- Goal of the exercise -
Look through the records and copy each line that has "rotate" in it.

========================

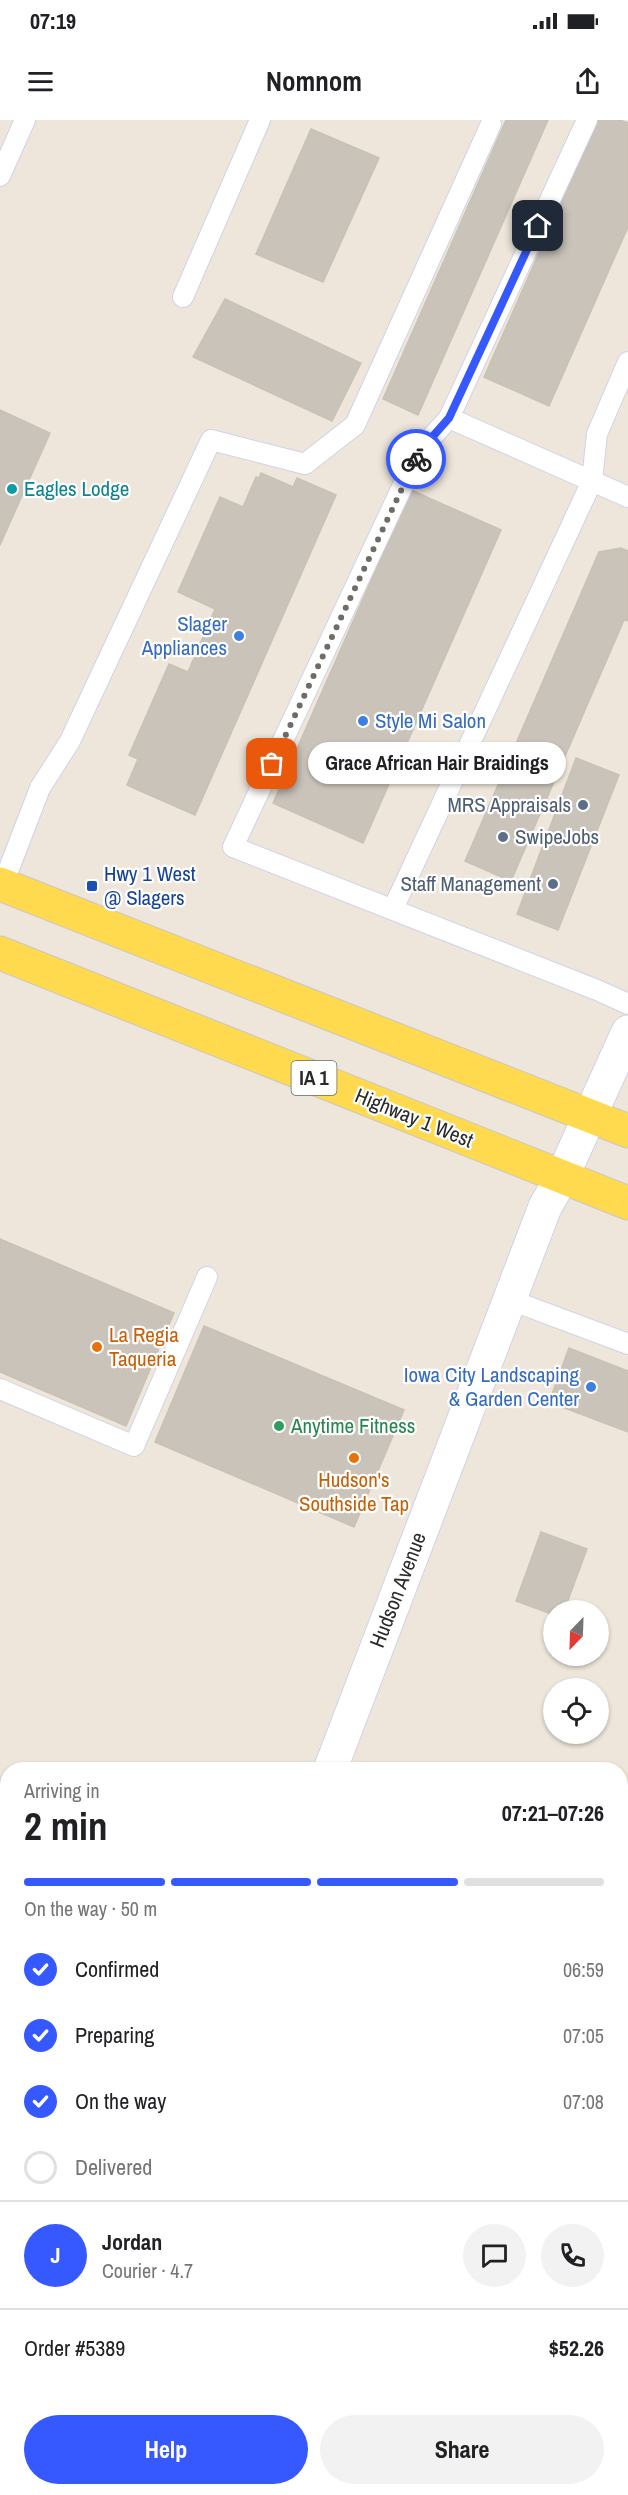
<!DOCTYPE html>
<meta charset="utf-8">
<style>
:root{--surface:#fff;--page:#f2f2f2;--text:#202124;--muted:#757577;--line:#e0e0e0;--accent:#3658ff}
body{margin:0;font-family:"Archivo Narrow",sans-serif;background:var(--page);color:var(--text);height:100vh;display:flex;flex-direction:column;font-size:22px;white-space:nowrap}
*{box-sizing:border-box;margin:0}
p{font-size:20px;color:var(--muted)}
.icon{flex:none;width:33px;height:33px;fill:none;stroke:currentColor;stroke-width:2;stroke-linecap:round;stroke-linejoin:round}
.map{position:relative;flex:1;overflow:hidden}
.details{position:absolute;left:0px;top:1642px;width:628px;height:734px;display:flex;flex-direction:column;background:var(--surface);border-radius:24px 24px 0 0;box-shadow:0 2px 4px #0004}
.details>*{flex:none}
.needle{width:39px;rotate:203deg}
.tools{position:absolute;left:543px;top:1480px;display:grid;gap:12px}
.tools a{display:grid;place-items:center;width:66px;height:66px;border-radius:50%;background:var(--surface);box-shadow:0 2px 4px #0004;font-size:30px}
.pin{position:absolute;display:grid;place-items:center;width:51px;height:51px;color:#fff;margin:-26px;border-radius:12px;box-shadow:0 3px 9px #0006}
.courier{position:absolute;display:grid;place-items:center;width:60px;height:60px;margin:-30px;border:4px solid #3658ff;border-radius:50%;background:#fff;color:#222;box-shadow:0 2px 8px #0007}
.bubble{position:absolute;height:42px;border-radius:21px;background:var(--surface);box-shadow:0 2px 4px #0004;font-size:20px;font-weight:700;line-height:42px;text-align:center}
.head em{font-style:normal;font-weight:700}
.head div{display:flex;flex-direction:column-reverse}
.head{display:flex;align-items:center;justify-content:space-between;height:102px;padding:0 24px}
h1{font-size:39px;font-weight:700;line-height:45px}
.bar{display:grid;grid-template-columns:repeat(4,1fr);gap:9px 6px;align-content:center;height:72px;padding:0 24px}
.bar i{height:8px;border-radius:4px;background:var(--line)}
.bar .active{background:var(--accent)}
.bar p{grid-column:span 4}
.line{display:flex;align-items:center;gap:15px;padding:0 24px;border-top:2px solid var(--line)}
.line div{flex:1}
.round{display:grid;place-items:center;flex:none;width:63px;height:63px;border-radius:32px;background:var(--page)}
ol{padding:0 24px;list-style:none}
li{display:flex;align-items:center;gap:18px;height:66px}
li p{margin-inline-start:auto}
li .icon{padding:6px;border-radius:50%;background:var(--accent);color:#fff;stroke-width:4}
li:last-child{color:var(--muted)}
li i{width:33px;height:33px;border:3px solid var(--line);border-radius:50%}
.action{display:flex;gap:12px;margin-top:auto;padding:12px 24px}
.action a{flex:1;height:69px;border-radius:36px;background:var(--accent);color:#fff;font-size:24px;font-weight:700;line-height:69px;text-align:center}
.action a+a{background:var(--page);color:var(--text)}
.status{display:flex;justify-content:space-between;align-items:center;height:42px;padding:0 30px;background:var(--surface);direction:ltr}
.status svg{height:16px;fill:currentColor}
header{display:flex;justify-content:space-between;align-items:center;height:78px;padding:0 24px;background:var(--surface);font-size:27px;font-weight:700}
.map>svg:first-child{display:block}
.building{fill:#c9c3ba;stroke:#c9c2b4;stroke-width:1.5}
.lines{fill:none;stroke-linecap:round;stroke-linejoin:round}
.service-casing{stroke:#d0d3e5;stroke-width:22}
.minor-casing{stroke:#d0d3e5;stroke-width:35}
.primary-casing{stroke:#c8c8c8;stroke-width:35}
.service{stroke:#fff;stroke-width:20}
.minor{stroke:#fff;stroke-width:33}
.primary{stroke:#ffd94e;stroke-width:33}
.done{stroke:#6f6c68;stroke-width:6;stroke-dasharray:0 10.8}
.route{stroke:#3658ff;stroke-width:8}
.culture-dot{fill:#0f9aa8;stroke:#fff;stroke-width:2}
.shop-dot{fill:#3f7fe0;stroke:#fff;stroke-width:2}
.service-dot{fill:#5c6f8a;stroke:#fff;stroke-width:2}
.transit-dot{fill:#1a4fb4;stroke:#fff;stroke-width:2}
.food-dot{fill:#e8710a;stroke:#fff;stroke-width:2}
.leisure-dot{fill:#2e9e5b;stroke:#fff;stroke-width:2}
.labels{text-anchor:middle;stroke-width:4.5;stroke-linejoin:round;paint-order:stroke}
.shield{fill:#fff;stroke:#6a6a6a;stroke-width:1.5}
.shield-label{font-size:20px;font-weight:bold;fill:#2a2a2a}
.culture-label{font-size:21px;fill:#0d838f;stroke:#fff;text-anchor:start}
.shop-label{font-size:21px;fill:#366cbe;stroke:#fff;text-anchor:end}
.service-label{font-size:21px;fill:#4e5e75;stroke:#fff;text-anchor:end}
.transit-label{font-size:21px;fill:#164399;stroke:#fff;text-anchor:start}
.street-label{font-size:21px;fill:#2a2a2a;stroke:#fff}
.food-label{font-size:21px;fill:#c56008;stroke:#fff;text-anchor:start}
.leisure-label{font-size:21px;fill:#27864d;stroke:#fff;text-anchor:start}
</style>
<div class="status"><b>07:19</b><svg viewBox="0 0 49 12"><path d="M0 12V9h3v3zM5 12V6h3v6zM10 12V3h3v9zM15 12V0h3v12zM26 1h20v11H26zM47 4h2v5h-2z"/></svg></div>
<header><svg class="icon" aria-label="menu" viewBox="0 0 24 24"><path d="M4 6h16M4 12h16M4 18h16"/></svg>Nomnom<svg class="icon" aria-label="share" viewBox="0 0 24 24"><path d="M12 15V3M7 8l5-5 5 5M5 13v7h14v-7"/></svg></header>
<div class="map">
<svg width="628" height="2375" viewBox="0 0 628 2375">
<rect width="100%" height="100%" fill="#eee6db"/>
<g class="building">
<path d="M506,0H548L418,295L383,279Z"/>
<path d="M598,0H620L628,3V107L549,286L484,257Z"/>
<path d="M311,9L379,38L323,162L256,134Z"/>
<path d="M225,179L361,243L332,301L193,237Z"/>
<path d="M0,290L50,313L0,425Z"/>
<path d="M261,353L293,367L297,358L336,375L195,695L127,665L138,639L129,635L169,544L188,552L215,489L178,472L220,377L243,387L256,357L259,358Z"/>
<path d="M411,370L501,410L363,723L273,683Z"/>
<path d="M621,428L628,431V501L624,500L511,761L465,741L599,432Z"/>
<path d="M576,638L619,655L558,810L517,794Z"/>
<path d="M0,1119L174,1193L126,1306L0,1252Z"/>
<path d="M204,1206L404,1290L354,1407L155,1322Z"/>
<path d="M569,1228L628,1251V1312L549,1282Z"/>
<path d="M541,1412L587,1429L564,1491H554V1495L516,1481Z"/>
<path d="M621,1893L628,1896V1960L621,1957Z"/>
</g>
<g class="lines">
<defs>
<g id="service">
<path d="M587,0L449,298L419,331L233,727L597,870L628,884"/>
<path d="M0,56L25,0"/>
<path d="M183,177L260,0"/>
<path d="M449,298L628,377"/>
<path d="M0,772L40,668L70,621L211,320L305,344L355,305L491,4"/>
<path d="M393,789L592,361L597,314L628,242"/>
<path d="M508,1179L628,1224"/>
<path d="M0,1269L134,1326L207,1157"/>
</g>
<g id="minor">
<path d="M330,1650L545,1087L562,1057L628,912"/>
<path d="M621,2293L628,2275"/>
<path d="M53,2375L55,2368"/>
<path d="M590,2375L592,2368"/>
</g>
<g id="primary">
<path d="M0,764L628,1011"/>
<path d="M0,833L628,1083"/>
</g>
</defs>
<use href="#service" class="service-casing"/>
<use href="#minor" class="minor-casing"/>
<use href="#primary" class="primary-casing"/>
<use href="#service" class="service"/>
<use href="#minor" class="minor"/>
<use href="#primary" class="primary"/>
</g>
<g class="lines">
<path class="done" d="M272,644L416,339"/>
<path class="route" d="M416,339L419,332L449,298L538,106"/>
</g>
<circle class="culture-dot" cx="12" cy="369" r="6"/>
<g class="shop-dot">
<circle cx="239" cy="516" r="6"/>
<circle cx="363" cy="601" r="6"/>
<circle cx="591" cy="1267" r="6"/>
</g>
<g class="service-dot">
<circle cx="583" cy="685" r="6"/>
<circle cx="503" cy="717" r="6"/>
<circle cx="553" cy="764" r="6"/>
</g>
<rect class="transit-dot" x="86" y="760" width="12" height="12" rx="3"/>
<g class="food-dot">
<circle cx="97" cy="1227" r="6"/>
<circle cx="354" cy="1338" r="6"/>
</g>
<circle class="leisure-dot" cx="279" cy="1306" r="6"/>
<g class="labels">
<rect class="shield" x="291.5" y="941" width="45" height="34" rx="4.5"/>
<g class="shield-label">
<text x="314" y="965">IA 1</text>
</g>
<g class="culture-label">
<text x="24" y="376">Eagles Lodge</text>
</g>
<g class="shop-label">
<text x="227" y="511">Slager<tspan x="227" dy="24">Appliances</tspan></text>
<text x="375" y="608" text-anchor="start">Style Mi Salon</text>
<text x="579" y="1262">Iowa City Landscaping<tspan x="579" dy="24">&amp; Garden Center</tspan></text>
</g>
<g class="service-label">
<text x="571" y="692">MRS Appraisals</text>
<text x="515" y="724" text-anchor="start">SwipeJobs</text>
<text x="541" y="771">Staff Management</text>
</g>
<g class="transit-label">
<text x="104" y="761">Hwy 1 West<tspan x="104" dy="24">@ Slagers</tspan></text>
</g>
<g class="street-label">
<text transform="translate(414 998) rotate(22)" y="7">Highway 1 West</text>
<text transform="translate(398 1470) rotate(-69)" y="7">Hudson Avenue</text>
</g>
<g class="food-label">
<text x="109" y="1222">La Regia<tspan x="109" dy="24">Taqueria</tspan></text>
<text x="354" y="1367" text-anchor="middle">Hudson's<tspan x="354" dy="24">Southside Tap</tspan></text>
</g>
<g class="leisure-label">
<text x="291" y="1313">Anytime Fitness</text>
</g>
</g>
</svg>
<div class="tools">
<a><svg class="needle" viewBox="-14 -14 28 28"><path d="M0-13l5 13h-10z" fill="#e53935"/><path d="M0 13l5-13h-10z" fill="#757577"/></svg></a>
<a><svg class="icon" aria-label="locate" viewBox="0 0 24 24"><circle cx="12" cy="12" r="6"/><path d="M12 2v4M12 18v4M2 12h4M18 12h4"/></svg></a>
</div>
<div class="pin" style="left:272px;top:644px;background:#ea580c"><svg class="icon" aria-label="bag" viewBox="0 0 24 24"><path d="M5 8h14l-1 12H6zM9 8a3 3 0 0 1 6 0"/></svg></div>
<div class="pin" style="left:538px;top:106px;background:#1f2937"><svg class="icon" aria-label="home" viewBox="0 0 24 24"><path d="M3 11l9-7 9 7M6 9v11h12V9"/></svg></div>
<div class="courier" style="left:416px;top:339px"><svg class="icon" aria-label="bike" viewBox="0 0 24 24"><circle cx="6" cy="16" r="4"/><circle cx="18" cy="16" r="4"/><path d="M6 16l4-8h5l3 8M10 8l3 8H6M13 5h3"/></svg></div>
<div class="bubble" style="left:308px;top:622px;width:258px">Grace African Hair Braidings</div>
<section class="details">
<div class="head"><div><h1>2 min</h1><p>Arriving in</p></div><em>07:21–07:26</em></div>
<div class="bar"><i class="active"></i><i class="active"></i><i class="active"></i><i></i><p>On the way · 50 m</p></div>
<ol>
<li><svg class="icon" aria-label="check" viewBox="0 0 24 24"><path d="M5 12l5 5 9-10"/></svg>Confirmed<p>06:59</p></li>
<li><svg class="icon" aria-label="check" viewBox="0 0 24 24"><path d="M5 12l5 5 9-10"/></svg>Preparing<p>07:05</p></li>
<li><svg class="icon" aria-label="check" viewBox="0 0 24 24"><path d="M5 12l5 5 9-10"/></svg>On the way<p>07:08</p></li>
<li><i></i>Delivered</li>
</ol>
<div class="line" style="height:108px"><b class="round" style="background:var(--accent);color:#fff">J</b><div><b>Jordan</b><p>Courier · 4.7</p></div><a class="round"><svg class="icon" aria-label="chat" viewBox="0 0 24 24"><path d="M4 5h16v11H9l-5 4z"/></svg></a><a class="round"><svg class="icon" aria-label="phone" viewBox="0 0 24 24"><path d="M5 4h4l2 5-3 2q2 4 5 5l2-3 5 2v4C11 20 4 13 5 4z"/></svg></a></div>
<div class="line" style="height:78px"><div>Order #5389</div><b>$52.26</b></div>
<div class="action"><a>Help</a><a>Share</a></div>
</section>
</div>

========================

- Result of the exercise -
.needle{width:39px;rotate:203deg}
<text transform="translate(414 998) rotate(22)" y="7">Highway 1 West</text>
<text transform="translate(398 1470) rotate(-69)" y="7">Hudson Avenue</text>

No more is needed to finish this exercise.